**Your assignment**
Go through the records and extract every line with the word "feTurbulence".

————

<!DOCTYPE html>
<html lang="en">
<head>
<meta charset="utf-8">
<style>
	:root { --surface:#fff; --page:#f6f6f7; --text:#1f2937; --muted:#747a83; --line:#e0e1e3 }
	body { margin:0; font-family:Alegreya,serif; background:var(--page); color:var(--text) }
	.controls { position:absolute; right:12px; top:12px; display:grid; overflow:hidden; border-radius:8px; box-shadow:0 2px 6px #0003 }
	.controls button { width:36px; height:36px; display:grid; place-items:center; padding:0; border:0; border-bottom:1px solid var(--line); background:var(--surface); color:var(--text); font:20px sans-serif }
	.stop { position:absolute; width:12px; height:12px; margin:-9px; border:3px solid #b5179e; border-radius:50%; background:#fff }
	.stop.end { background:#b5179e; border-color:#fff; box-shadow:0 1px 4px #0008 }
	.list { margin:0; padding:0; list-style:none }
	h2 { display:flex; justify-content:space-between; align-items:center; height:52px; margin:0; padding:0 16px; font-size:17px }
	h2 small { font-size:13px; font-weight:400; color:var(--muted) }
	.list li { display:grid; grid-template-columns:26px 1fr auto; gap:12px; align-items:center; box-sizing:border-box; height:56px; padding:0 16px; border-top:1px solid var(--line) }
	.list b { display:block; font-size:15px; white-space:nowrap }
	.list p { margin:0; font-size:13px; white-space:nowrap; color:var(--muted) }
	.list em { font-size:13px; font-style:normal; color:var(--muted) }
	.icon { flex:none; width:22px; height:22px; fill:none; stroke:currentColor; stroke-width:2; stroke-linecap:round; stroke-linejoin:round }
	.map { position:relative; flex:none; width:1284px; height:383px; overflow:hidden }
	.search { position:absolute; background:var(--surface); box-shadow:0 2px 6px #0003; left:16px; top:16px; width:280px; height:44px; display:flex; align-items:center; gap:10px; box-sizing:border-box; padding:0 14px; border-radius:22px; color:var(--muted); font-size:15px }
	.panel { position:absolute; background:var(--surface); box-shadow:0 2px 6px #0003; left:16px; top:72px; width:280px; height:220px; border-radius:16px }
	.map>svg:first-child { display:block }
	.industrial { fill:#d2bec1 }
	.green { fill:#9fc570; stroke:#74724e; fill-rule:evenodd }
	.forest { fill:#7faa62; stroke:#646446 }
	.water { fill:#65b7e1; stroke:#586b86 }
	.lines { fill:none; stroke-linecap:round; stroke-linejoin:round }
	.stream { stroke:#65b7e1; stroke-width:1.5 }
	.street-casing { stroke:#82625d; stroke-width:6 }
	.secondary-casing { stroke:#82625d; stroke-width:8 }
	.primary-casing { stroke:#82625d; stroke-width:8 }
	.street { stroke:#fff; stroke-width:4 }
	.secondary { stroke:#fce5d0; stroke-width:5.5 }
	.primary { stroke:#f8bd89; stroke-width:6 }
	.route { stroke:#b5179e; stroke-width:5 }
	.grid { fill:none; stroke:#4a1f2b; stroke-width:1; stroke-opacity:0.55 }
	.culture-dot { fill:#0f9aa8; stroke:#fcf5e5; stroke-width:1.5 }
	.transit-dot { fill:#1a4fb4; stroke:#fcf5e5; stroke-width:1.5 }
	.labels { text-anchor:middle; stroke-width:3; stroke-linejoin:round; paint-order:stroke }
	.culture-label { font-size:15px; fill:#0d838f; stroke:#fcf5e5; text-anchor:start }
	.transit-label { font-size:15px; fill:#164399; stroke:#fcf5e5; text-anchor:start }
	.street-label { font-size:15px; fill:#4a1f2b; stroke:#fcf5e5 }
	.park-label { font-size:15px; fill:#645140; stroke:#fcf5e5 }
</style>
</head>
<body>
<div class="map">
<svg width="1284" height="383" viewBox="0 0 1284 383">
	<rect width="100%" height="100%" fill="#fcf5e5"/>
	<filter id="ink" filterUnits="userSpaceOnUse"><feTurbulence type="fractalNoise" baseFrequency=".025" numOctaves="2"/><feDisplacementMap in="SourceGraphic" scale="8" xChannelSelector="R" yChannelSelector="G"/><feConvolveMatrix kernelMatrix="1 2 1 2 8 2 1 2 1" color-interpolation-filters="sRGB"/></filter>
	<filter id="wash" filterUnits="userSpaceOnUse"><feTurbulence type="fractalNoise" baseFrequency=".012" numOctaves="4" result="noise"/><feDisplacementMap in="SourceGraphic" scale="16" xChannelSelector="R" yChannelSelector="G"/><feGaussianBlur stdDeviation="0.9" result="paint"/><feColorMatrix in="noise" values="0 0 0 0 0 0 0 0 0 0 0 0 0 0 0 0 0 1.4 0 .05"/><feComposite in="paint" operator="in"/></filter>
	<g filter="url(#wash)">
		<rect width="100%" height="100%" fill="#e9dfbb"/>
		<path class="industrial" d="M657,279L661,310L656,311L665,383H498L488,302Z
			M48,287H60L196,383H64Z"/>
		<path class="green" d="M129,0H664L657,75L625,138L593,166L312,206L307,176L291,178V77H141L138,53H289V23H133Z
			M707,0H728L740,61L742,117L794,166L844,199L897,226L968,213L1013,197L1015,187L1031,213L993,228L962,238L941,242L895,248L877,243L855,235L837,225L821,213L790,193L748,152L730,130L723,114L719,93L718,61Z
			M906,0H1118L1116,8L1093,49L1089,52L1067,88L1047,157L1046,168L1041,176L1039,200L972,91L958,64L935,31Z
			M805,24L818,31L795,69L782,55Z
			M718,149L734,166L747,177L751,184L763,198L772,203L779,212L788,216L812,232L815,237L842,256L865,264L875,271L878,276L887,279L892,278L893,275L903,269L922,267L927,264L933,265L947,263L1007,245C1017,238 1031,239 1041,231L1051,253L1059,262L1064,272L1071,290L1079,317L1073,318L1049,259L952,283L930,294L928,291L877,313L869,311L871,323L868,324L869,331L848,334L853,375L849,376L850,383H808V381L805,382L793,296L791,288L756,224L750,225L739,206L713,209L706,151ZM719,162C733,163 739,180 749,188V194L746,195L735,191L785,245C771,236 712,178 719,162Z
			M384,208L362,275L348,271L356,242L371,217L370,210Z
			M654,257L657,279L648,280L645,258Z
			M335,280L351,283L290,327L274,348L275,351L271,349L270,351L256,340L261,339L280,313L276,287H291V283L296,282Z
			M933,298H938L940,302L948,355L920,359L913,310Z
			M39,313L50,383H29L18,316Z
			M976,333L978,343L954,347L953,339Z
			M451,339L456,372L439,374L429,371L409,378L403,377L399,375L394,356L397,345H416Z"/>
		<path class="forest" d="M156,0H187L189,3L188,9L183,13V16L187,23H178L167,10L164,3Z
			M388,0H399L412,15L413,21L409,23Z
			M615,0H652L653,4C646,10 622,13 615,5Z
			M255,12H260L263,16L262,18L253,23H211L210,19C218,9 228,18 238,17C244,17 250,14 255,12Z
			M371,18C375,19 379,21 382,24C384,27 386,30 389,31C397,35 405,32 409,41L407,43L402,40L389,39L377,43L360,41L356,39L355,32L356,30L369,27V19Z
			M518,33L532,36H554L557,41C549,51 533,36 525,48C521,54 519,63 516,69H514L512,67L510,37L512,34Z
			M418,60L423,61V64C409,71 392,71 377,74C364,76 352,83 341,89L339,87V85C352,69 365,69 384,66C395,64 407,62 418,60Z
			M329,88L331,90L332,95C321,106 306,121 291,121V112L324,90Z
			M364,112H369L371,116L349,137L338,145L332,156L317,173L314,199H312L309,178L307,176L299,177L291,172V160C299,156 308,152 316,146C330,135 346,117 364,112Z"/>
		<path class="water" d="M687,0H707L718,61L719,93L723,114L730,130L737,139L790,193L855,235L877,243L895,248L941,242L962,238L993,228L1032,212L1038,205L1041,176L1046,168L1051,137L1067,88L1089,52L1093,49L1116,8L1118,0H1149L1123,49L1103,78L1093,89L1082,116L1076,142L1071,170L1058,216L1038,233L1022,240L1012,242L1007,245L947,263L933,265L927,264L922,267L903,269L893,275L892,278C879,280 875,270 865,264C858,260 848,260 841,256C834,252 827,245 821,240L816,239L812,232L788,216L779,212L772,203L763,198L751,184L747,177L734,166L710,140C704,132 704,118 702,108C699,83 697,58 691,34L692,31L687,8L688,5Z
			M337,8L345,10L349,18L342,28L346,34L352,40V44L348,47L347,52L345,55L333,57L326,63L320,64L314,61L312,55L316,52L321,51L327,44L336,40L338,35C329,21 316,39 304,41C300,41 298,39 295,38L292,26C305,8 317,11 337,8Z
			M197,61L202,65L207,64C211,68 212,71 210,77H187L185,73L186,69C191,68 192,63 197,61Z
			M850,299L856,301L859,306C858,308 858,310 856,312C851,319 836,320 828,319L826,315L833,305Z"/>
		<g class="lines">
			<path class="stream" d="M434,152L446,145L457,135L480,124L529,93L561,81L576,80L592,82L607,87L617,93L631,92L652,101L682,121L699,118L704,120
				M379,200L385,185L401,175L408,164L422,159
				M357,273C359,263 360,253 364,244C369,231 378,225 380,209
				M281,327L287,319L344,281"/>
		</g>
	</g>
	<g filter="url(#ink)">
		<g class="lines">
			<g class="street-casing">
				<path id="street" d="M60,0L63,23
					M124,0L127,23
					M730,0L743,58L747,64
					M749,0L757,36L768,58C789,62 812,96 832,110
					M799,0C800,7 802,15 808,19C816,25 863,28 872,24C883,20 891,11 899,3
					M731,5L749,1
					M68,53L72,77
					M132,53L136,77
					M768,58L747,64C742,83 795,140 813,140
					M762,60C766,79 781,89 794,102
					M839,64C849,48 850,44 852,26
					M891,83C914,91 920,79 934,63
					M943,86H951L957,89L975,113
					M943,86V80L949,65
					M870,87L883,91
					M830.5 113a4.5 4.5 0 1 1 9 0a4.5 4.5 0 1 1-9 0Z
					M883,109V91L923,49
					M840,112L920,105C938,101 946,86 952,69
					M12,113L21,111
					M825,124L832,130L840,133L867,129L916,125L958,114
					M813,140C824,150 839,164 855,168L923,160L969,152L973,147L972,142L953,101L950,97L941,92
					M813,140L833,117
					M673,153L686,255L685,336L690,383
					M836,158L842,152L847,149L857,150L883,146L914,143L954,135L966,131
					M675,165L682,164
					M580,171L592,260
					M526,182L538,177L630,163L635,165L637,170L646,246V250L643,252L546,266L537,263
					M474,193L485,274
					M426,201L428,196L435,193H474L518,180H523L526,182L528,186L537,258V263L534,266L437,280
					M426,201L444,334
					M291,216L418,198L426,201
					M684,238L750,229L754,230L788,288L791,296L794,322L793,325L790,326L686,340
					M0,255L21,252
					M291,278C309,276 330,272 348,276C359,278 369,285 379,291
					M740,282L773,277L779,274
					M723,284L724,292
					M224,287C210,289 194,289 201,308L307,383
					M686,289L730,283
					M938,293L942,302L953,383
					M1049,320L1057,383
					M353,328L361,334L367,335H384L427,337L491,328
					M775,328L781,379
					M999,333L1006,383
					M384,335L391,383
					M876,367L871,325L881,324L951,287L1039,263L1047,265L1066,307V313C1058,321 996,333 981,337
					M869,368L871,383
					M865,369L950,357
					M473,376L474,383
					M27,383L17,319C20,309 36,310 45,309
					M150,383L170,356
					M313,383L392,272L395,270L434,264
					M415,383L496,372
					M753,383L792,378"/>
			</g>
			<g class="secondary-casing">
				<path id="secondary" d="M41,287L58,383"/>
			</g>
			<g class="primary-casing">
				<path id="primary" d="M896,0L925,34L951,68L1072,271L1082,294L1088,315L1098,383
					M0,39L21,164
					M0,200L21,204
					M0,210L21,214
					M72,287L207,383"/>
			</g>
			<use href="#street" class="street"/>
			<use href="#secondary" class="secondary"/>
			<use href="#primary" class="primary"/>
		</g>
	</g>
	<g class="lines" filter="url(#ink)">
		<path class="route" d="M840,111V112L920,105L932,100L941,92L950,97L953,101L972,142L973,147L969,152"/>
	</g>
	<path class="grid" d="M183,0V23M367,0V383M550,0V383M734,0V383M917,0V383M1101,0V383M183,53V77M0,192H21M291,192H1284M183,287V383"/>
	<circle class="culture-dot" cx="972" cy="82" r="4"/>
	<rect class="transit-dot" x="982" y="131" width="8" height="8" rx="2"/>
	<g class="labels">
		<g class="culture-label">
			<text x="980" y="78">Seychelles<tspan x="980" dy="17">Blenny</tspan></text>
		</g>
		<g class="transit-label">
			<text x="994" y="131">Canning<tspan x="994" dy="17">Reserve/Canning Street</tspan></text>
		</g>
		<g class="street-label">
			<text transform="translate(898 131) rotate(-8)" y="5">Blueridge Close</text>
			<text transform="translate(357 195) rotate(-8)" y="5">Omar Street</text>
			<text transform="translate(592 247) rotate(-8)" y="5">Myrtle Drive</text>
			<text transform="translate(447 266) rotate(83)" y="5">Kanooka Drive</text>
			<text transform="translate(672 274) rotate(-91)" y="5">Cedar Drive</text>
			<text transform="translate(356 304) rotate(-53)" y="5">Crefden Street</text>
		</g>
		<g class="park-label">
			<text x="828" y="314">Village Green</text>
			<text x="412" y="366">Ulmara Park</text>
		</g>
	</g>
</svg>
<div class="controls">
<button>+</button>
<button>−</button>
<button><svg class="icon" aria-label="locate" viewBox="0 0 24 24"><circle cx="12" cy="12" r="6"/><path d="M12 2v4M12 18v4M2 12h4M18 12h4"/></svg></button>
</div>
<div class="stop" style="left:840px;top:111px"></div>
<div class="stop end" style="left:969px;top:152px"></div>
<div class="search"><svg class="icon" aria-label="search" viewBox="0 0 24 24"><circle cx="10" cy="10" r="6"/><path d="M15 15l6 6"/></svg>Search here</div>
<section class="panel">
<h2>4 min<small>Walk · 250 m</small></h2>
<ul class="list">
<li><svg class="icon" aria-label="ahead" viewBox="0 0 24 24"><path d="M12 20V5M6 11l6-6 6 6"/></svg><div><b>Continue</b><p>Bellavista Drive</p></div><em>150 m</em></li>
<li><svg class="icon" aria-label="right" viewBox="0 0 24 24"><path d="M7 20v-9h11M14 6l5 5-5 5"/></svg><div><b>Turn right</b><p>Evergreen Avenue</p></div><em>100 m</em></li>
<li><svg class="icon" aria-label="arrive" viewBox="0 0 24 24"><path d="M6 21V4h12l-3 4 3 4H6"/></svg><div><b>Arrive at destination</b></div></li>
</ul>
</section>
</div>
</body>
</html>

————

**Expected answer**
	<filter id="ink" filterUnits="userSpaceOnUse"><feTurbulence type="fractalNoise" baseFrequency=".025" numOctaves="2"/><feDisplacementMap in="SourceGraphic" scale="8" xChannelSelector="R" yChannelSelector="G"/><feConvolveMatrix kernelMatrix="1 2 1 2 8 2 1 2 1" color-interpolation-filters="sRGB"/></filter>
	<filter id="wash" filterUnits="userSpaceOnUse"><feTurbulence type="fractalNoise" baseFrequency=".012" numOctaves="4" result="noise"/><feDisplacementMap in="SourceGraphic" scale="16" xChannelSelector="R" yChannelSelector="G"/><feGaussianBlur stdDeviation="0.9" result="paint"/><feColorMatrix in="noise" values="0 0 0 0 0 0 0 0 0 0 0 0 0 0 0 0 0 1.4 0 .05"/><feComposite in="paint" operator="in"/></filter>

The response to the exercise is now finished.